My mother was widowed, and had to immediately shift from being a stay-at-home mom to returning to a workforce that was sometimes arduous for women. I was number seven of those children, who ranged in age from 15 to three years old at the time. 

On top of the challenge of navigating a new and unfamiliar workspace, the economy was also terrible. The rampant inflation we are experiencing now was prevalent back then too. I remember sitting in the car with my mother as she waited in gas lines. Yes, you heard that right. As Smithsonian Magazine explained,

The oil crisis affected everything from home heating to business costs that were passed on to consumers in a range of industries. But the impact was most obvious on the roads. As Greg Myre wrote for NPR in 2012, gas station lines wrapped around blocks. Some stations posted flags—green if they had gas, red if they didn’t and yellow if they were rationing. Some businesses limited how much each customer could buy. Others used odd-even rationing: If the last digit of a car’s license plate was odd, it could only fill up on odd-numbered days.

To this day, the smell of gas makes me nauseous. We would sit for what seemed like days, but was probably a few hours, waiting to fill up the gas tank of my mother’s 1973 Impala. 

Even at the tender age of seven, by that time, I was getting a taste of how bad governance and bad foreign policy, can make life more difficult than it needed to be for regular Americans. Perhaps this marked me because I became an active political watcher, and now, as an adult, I am an active political participant and activist. Much of what my mother taught me was caught. She didn’t actively lay out lessons, but I learned to watch and glean.
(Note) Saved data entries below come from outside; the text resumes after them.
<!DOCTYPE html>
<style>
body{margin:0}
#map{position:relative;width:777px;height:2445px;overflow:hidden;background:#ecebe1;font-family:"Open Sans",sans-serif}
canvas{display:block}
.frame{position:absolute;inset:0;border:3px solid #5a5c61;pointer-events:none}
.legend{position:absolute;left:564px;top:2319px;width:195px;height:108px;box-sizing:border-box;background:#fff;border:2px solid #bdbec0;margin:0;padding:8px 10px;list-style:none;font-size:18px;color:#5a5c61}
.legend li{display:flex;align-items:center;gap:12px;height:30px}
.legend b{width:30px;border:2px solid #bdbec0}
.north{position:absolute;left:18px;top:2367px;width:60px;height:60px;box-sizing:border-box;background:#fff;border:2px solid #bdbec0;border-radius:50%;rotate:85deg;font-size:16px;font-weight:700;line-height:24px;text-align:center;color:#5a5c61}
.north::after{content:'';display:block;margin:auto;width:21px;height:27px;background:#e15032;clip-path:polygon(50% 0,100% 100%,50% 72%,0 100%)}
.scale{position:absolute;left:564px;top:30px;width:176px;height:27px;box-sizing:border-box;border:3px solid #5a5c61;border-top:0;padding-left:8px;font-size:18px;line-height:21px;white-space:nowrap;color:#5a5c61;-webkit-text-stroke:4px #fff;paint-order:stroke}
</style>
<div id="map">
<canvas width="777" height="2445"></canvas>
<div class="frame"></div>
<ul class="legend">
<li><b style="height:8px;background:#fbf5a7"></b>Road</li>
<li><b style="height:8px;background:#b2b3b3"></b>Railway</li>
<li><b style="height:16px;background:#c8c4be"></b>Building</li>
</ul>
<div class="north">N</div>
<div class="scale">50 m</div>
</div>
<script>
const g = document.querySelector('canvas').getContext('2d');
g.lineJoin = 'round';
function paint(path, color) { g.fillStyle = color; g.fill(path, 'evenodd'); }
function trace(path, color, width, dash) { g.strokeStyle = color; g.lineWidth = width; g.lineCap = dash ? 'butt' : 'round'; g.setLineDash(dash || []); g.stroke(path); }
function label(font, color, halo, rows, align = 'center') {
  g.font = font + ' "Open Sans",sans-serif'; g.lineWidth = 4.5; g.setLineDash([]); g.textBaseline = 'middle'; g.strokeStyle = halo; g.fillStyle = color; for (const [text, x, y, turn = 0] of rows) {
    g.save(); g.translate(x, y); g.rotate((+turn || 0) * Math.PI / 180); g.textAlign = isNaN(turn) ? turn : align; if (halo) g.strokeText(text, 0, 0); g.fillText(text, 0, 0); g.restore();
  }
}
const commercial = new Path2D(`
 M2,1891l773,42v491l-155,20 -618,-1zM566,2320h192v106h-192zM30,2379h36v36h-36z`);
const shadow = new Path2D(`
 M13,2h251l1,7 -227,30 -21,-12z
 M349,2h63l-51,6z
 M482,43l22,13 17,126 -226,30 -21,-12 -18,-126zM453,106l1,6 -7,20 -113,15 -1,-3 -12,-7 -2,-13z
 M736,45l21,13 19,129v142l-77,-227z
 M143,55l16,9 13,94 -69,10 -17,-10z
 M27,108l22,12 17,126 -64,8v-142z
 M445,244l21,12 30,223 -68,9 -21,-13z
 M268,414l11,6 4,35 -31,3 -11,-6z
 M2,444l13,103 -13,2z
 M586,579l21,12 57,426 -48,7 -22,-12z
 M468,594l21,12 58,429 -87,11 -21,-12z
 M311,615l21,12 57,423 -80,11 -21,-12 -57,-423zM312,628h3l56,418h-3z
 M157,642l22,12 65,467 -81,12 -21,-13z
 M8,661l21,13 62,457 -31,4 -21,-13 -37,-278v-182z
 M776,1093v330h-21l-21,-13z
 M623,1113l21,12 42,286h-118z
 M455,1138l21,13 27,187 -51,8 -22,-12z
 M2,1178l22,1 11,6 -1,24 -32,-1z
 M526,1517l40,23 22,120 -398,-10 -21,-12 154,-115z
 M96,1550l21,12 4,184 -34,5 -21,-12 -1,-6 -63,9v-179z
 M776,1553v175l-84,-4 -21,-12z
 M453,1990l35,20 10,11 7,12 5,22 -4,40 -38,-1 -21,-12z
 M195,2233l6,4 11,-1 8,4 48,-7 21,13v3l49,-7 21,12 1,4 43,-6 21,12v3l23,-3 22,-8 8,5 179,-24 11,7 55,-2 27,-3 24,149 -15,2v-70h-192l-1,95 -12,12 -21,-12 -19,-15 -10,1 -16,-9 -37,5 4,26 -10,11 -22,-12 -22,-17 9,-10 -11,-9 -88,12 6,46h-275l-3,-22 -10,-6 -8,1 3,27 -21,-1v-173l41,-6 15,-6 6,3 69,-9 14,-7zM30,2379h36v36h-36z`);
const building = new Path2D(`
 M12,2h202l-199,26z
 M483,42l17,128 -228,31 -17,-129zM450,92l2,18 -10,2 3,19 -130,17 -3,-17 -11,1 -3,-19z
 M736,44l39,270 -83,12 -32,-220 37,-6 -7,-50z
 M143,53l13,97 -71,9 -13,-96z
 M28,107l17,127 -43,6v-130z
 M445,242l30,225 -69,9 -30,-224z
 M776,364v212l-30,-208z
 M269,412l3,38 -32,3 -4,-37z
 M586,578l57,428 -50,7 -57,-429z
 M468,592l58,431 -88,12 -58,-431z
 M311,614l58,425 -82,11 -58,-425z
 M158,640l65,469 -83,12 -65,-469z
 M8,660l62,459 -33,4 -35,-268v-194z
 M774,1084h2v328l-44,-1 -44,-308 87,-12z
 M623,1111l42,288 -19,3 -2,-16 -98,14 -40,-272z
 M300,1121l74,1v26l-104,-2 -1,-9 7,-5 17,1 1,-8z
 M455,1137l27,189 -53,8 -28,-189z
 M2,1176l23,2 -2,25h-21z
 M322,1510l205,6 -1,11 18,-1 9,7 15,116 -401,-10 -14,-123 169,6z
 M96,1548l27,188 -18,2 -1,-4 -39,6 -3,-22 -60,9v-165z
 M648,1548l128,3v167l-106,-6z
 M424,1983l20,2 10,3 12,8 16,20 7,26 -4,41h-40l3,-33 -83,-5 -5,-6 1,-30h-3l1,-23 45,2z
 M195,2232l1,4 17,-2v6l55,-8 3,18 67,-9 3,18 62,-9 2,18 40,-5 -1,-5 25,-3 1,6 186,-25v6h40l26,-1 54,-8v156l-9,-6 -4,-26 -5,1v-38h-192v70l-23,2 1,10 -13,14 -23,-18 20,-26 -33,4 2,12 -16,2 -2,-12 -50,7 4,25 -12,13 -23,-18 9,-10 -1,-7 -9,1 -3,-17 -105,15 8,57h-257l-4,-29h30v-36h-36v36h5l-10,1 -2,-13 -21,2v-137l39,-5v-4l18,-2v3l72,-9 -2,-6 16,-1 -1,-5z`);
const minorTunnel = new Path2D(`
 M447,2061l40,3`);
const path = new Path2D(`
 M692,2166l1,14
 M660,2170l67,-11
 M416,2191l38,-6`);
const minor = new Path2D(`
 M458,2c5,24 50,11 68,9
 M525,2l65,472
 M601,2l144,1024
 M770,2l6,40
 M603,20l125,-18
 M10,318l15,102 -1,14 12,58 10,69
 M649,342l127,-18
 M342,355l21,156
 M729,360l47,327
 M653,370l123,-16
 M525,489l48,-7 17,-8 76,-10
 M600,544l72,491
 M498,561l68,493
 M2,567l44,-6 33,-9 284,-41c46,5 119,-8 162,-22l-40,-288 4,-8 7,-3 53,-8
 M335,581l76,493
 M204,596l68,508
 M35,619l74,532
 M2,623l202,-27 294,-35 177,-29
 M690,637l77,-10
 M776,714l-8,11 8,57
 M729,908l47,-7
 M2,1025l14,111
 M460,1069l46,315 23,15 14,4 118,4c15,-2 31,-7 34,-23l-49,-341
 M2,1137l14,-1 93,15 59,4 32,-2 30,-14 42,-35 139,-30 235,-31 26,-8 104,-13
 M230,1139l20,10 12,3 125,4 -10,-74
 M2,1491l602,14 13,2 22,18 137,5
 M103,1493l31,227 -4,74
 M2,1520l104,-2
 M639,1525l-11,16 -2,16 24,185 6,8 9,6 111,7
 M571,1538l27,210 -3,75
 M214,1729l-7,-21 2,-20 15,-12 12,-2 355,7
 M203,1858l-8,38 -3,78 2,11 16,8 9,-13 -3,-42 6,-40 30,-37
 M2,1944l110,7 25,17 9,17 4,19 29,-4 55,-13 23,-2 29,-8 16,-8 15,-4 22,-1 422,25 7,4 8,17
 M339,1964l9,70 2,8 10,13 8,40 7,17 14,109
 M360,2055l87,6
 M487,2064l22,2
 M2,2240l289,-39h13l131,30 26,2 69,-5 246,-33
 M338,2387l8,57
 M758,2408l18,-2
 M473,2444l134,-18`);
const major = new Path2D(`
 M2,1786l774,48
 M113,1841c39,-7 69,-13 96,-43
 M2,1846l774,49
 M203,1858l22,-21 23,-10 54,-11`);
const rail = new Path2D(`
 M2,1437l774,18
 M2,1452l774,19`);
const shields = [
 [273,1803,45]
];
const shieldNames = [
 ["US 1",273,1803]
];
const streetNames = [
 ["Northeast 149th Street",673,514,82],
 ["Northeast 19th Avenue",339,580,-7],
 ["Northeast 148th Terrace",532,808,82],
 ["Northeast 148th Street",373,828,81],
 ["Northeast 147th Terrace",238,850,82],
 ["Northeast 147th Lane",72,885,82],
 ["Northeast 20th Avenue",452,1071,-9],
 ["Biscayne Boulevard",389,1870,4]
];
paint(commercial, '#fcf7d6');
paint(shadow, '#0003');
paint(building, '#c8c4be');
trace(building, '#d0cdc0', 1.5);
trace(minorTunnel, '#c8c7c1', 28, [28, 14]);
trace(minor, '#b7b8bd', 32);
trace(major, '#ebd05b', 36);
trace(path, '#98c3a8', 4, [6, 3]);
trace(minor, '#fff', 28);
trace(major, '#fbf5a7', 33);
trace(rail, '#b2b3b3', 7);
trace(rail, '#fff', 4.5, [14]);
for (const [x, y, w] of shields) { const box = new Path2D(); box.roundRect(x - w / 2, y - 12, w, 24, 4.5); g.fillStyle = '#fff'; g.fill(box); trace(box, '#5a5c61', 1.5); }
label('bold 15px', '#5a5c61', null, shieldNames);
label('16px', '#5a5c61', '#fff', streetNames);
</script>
We were by no means rich, but my mother was the most hospitable of humans, especially with family. We always had a full refrigerator and open arms. Two of my cousins lived with us for a short time, and Mom also took in foster children. Mom was old school when it came to discipline and punishment, so the few problem children we encountered when they first arrived, left our home knowing how to say, “Yes Ma’am,” and “No Ma’am,” a set of manners, and a healthy respect for authority. She quietly made an impact; perhaps larger than we know.
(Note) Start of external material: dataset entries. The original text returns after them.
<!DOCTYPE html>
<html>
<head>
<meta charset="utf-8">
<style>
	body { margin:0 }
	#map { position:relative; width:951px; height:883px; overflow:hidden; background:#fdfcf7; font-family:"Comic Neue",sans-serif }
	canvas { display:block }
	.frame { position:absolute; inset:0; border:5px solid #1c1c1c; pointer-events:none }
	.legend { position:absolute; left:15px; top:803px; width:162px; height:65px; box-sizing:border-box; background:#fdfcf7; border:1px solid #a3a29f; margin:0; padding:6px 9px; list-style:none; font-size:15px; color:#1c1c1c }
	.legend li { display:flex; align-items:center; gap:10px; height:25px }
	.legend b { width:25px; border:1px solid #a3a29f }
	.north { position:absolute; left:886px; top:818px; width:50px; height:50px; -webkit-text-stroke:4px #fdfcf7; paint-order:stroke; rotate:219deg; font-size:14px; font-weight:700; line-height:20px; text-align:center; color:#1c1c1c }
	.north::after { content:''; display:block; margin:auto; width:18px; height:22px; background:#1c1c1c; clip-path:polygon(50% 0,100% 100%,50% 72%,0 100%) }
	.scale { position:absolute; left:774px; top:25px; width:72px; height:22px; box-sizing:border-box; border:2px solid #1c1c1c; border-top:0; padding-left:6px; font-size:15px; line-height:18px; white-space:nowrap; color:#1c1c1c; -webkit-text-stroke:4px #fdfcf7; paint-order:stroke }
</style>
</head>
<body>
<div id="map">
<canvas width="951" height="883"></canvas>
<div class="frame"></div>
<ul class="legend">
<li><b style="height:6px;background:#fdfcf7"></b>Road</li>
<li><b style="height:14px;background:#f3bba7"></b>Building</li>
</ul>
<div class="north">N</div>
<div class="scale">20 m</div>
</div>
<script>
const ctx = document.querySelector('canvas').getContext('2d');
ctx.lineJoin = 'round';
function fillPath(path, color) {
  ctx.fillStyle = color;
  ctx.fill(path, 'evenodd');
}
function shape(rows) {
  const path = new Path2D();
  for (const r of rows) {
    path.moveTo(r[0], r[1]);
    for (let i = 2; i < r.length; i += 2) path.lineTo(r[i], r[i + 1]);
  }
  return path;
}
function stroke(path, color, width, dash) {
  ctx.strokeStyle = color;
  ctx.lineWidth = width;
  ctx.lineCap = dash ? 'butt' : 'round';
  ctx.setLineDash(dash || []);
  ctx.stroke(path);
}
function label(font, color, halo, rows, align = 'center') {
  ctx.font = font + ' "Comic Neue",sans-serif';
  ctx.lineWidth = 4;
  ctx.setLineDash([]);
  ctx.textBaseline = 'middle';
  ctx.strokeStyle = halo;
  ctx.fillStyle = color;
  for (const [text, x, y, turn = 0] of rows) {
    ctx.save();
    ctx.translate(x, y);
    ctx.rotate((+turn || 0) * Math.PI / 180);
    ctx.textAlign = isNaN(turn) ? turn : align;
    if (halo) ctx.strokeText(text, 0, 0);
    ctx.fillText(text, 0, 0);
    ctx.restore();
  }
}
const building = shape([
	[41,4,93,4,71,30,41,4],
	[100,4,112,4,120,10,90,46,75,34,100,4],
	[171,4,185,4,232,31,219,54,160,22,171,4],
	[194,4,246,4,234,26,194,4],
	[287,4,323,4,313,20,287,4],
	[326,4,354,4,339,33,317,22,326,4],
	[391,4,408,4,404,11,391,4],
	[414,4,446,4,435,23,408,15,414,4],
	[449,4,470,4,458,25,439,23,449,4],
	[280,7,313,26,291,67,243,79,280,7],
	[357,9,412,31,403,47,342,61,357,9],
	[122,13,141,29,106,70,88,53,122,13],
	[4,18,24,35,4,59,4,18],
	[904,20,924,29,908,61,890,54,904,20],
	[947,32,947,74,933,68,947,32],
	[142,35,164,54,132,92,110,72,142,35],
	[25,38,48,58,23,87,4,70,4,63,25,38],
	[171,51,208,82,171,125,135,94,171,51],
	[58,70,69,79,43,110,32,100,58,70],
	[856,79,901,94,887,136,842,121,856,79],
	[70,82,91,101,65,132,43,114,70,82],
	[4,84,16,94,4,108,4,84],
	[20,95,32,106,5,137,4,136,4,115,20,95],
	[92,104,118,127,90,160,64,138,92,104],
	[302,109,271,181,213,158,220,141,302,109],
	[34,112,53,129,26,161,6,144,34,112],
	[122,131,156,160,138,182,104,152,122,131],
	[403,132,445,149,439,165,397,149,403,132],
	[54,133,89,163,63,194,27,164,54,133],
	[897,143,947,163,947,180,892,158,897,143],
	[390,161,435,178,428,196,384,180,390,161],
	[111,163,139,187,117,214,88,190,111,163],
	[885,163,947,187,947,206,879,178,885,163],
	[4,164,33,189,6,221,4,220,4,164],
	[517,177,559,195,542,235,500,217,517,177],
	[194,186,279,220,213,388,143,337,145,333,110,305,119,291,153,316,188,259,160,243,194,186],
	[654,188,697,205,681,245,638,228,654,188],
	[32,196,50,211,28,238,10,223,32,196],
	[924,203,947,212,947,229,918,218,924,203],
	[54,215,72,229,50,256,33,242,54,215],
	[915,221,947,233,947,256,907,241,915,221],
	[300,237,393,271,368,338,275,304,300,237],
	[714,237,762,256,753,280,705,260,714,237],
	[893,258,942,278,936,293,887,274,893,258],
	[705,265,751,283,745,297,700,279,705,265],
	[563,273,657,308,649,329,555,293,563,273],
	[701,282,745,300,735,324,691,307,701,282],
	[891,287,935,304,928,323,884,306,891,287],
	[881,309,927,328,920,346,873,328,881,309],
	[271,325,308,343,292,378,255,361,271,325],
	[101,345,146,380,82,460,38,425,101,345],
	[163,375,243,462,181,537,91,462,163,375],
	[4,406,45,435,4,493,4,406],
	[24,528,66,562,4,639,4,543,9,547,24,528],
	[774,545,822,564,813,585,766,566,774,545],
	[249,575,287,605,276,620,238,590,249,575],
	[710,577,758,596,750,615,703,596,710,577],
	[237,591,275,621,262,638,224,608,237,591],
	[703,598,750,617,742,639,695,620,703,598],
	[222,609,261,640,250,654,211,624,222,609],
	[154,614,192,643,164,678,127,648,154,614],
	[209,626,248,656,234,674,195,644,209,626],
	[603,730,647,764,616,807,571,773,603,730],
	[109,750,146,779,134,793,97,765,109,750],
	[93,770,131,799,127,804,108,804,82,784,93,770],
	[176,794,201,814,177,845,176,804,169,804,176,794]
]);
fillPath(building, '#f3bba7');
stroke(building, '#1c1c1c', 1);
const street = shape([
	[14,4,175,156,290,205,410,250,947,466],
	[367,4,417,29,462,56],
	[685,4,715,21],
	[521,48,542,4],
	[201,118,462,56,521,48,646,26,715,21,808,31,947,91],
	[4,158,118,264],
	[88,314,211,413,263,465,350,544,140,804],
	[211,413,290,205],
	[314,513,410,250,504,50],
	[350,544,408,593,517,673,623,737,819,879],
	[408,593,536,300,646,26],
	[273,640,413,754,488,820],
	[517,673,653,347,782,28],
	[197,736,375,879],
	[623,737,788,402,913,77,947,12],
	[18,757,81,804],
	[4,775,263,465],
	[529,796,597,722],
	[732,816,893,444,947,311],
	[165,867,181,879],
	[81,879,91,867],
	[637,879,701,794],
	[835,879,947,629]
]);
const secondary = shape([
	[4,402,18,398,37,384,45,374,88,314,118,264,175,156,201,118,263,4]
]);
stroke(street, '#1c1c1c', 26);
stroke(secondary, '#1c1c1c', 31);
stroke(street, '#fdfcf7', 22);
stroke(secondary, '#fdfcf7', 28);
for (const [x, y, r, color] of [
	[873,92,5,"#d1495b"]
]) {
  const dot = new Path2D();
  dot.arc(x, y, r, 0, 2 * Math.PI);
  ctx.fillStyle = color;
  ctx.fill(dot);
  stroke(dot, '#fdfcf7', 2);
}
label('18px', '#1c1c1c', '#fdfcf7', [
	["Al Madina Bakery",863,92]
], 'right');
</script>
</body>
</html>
Mom was also a voracious reader. I learned to read before I was five, and that love of the written word was passed on (obviously). I remember when I had my first published article at the age of 15; Mom was so proud and sent copies of the publication to my aunts and uncles. 

My mother worked a swing shift, which allowed her to be home during the day so she could attend to teacher meetings and educational issues for us. Mom was very stealthy about this: a velvet hammer, and an active participant in our education. She moved me and my youngest brother from public school to a parochial school when she felt we were not getting the education we needed. She also took the parochial school principal’s recommendation that instead of attending a parochial high school, I should be placed in a college preparatory school. That was a difficult adjustment for pre-teen me, but in hindsight, she made the right choice, and I am thankful for her discerning hand.
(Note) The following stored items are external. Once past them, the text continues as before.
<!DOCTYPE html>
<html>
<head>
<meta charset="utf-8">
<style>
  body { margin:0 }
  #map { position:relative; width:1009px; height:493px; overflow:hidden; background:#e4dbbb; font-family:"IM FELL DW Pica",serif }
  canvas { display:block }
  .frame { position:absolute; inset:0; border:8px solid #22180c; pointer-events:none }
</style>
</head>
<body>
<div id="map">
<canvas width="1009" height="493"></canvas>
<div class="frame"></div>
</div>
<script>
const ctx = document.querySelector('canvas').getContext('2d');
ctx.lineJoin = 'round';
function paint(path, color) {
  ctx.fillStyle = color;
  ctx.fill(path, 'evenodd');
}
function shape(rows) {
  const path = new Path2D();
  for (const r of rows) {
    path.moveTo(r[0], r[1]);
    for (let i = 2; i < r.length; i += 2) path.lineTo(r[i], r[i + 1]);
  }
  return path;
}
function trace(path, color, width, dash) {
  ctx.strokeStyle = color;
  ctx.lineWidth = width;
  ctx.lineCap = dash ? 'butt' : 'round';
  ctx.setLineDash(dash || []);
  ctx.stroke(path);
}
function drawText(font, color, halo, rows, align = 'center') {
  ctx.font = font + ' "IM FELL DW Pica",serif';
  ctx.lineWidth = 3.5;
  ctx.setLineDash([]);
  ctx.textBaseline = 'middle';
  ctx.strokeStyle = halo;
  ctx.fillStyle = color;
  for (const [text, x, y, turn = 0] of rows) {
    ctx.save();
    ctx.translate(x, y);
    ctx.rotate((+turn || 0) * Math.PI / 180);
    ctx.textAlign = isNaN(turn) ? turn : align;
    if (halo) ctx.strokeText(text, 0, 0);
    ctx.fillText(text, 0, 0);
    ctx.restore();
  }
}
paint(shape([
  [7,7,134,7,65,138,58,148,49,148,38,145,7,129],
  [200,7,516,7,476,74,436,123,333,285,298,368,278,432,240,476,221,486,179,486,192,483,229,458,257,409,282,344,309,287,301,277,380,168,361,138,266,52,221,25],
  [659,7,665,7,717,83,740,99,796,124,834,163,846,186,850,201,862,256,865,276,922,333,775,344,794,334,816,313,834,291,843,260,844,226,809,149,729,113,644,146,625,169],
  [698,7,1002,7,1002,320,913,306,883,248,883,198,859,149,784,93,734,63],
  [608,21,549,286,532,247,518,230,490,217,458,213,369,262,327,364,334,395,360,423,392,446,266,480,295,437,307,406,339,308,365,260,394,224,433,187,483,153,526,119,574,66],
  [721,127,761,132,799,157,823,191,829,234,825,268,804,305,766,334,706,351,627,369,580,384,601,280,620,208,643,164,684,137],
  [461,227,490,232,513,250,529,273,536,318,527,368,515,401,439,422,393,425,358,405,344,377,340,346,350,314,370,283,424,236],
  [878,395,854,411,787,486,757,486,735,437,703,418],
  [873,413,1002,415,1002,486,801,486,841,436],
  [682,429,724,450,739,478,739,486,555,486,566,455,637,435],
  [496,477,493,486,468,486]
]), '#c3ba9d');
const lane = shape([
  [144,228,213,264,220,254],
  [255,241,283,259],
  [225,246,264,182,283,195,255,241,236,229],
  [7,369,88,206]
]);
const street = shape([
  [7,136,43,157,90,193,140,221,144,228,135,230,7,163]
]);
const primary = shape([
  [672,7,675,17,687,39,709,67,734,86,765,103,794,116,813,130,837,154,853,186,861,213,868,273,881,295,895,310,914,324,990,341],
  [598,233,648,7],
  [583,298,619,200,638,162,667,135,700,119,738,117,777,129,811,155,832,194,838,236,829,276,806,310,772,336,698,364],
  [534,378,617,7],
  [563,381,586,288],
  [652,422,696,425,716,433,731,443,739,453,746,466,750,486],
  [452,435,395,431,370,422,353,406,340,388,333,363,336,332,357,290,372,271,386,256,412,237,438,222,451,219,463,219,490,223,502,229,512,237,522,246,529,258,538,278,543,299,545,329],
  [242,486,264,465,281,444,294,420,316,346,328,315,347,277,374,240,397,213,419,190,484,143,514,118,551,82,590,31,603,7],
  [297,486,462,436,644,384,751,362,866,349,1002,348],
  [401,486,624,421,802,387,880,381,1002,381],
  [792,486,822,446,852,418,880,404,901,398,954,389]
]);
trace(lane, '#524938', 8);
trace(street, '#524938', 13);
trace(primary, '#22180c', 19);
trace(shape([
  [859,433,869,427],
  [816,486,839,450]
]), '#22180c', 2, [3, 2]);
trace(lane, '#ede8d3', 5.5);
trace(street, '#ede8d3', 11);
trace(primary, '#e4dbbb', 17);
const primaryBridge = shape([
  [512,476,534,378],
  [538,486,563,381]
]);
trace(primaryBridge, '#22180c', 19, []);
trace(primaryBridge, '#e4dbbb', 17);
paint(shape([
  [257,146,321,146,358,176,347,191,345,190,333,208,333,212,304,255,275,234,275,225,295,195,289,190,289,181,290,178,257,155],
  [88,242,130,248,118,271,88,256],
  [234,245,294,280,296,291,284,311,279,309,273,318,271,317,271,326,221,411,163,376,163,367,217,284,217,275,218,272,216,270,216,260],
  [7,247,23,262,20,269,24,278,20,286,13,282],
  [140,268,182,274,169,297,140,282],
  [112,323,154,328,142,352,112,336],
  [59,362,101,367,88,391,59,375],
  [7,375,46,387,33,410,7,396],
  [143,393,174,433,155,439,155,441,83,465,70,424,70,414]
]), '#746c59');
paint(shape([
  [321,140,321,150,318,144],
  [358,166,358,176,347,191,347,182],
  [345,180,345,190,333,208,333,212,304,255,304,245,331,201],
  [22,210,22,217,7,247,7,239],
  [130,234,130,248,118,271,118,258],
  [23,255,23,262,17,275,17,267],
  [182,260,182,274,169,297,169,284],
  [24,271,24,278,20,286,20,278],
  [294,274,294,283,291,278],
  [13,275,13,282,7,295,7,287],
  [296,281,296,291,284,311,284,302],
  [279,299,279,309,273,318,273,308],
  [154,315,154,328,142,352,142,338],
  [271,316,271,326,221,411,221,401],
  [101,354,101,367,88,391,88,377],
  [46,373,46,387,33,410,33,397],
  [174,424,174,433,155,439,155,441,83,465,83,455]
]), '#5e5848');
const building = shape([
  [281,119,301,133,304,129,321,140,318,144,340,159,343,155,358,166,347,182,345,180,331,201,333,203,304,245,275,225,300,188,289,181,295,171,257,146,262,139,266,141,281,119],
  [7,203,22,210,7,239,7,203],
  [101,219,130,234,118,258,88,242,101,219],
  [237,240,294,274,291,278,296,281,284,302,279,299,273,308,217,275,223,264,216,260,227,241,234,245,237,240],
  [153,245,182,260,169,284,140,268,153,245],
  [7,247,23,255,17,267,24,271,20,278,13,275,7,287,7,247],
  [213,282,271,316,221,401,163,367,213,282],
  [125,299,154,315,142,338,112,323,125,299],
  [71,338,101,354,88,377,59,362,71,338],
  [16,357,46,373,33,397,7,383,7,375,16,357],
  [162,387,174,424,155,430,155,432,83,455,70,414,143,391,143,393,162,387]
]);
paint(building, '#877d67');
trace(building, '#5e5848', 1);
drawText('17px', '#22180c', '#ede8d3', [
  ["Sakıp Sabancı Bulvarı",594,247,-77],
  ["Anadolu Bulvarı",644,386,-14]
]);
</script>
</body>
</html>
Probably the greatest gift Mom gave us was a work ethic. Whether it is a job well done or an article well-written, I owe the importance of presenting my best self to my mother. She went from a stay-at-home mom to being forced back into the workplace, and she did it all with grace, while also raising seven children. My mother took a secretarial course to pick up typing and shorthand skills—again, this was the 1970s—and she found a job doing that, and then moved up to become an underwriting assistant at an insurance firm. Toward the end, she didn’t love her job, but her work ethic and need to provide for her family allowed her to stick with it and continue to do well. 

Family, community, education, and showing up in the world are all gifts given to me by my single mother, and I am very thankful to this day for it.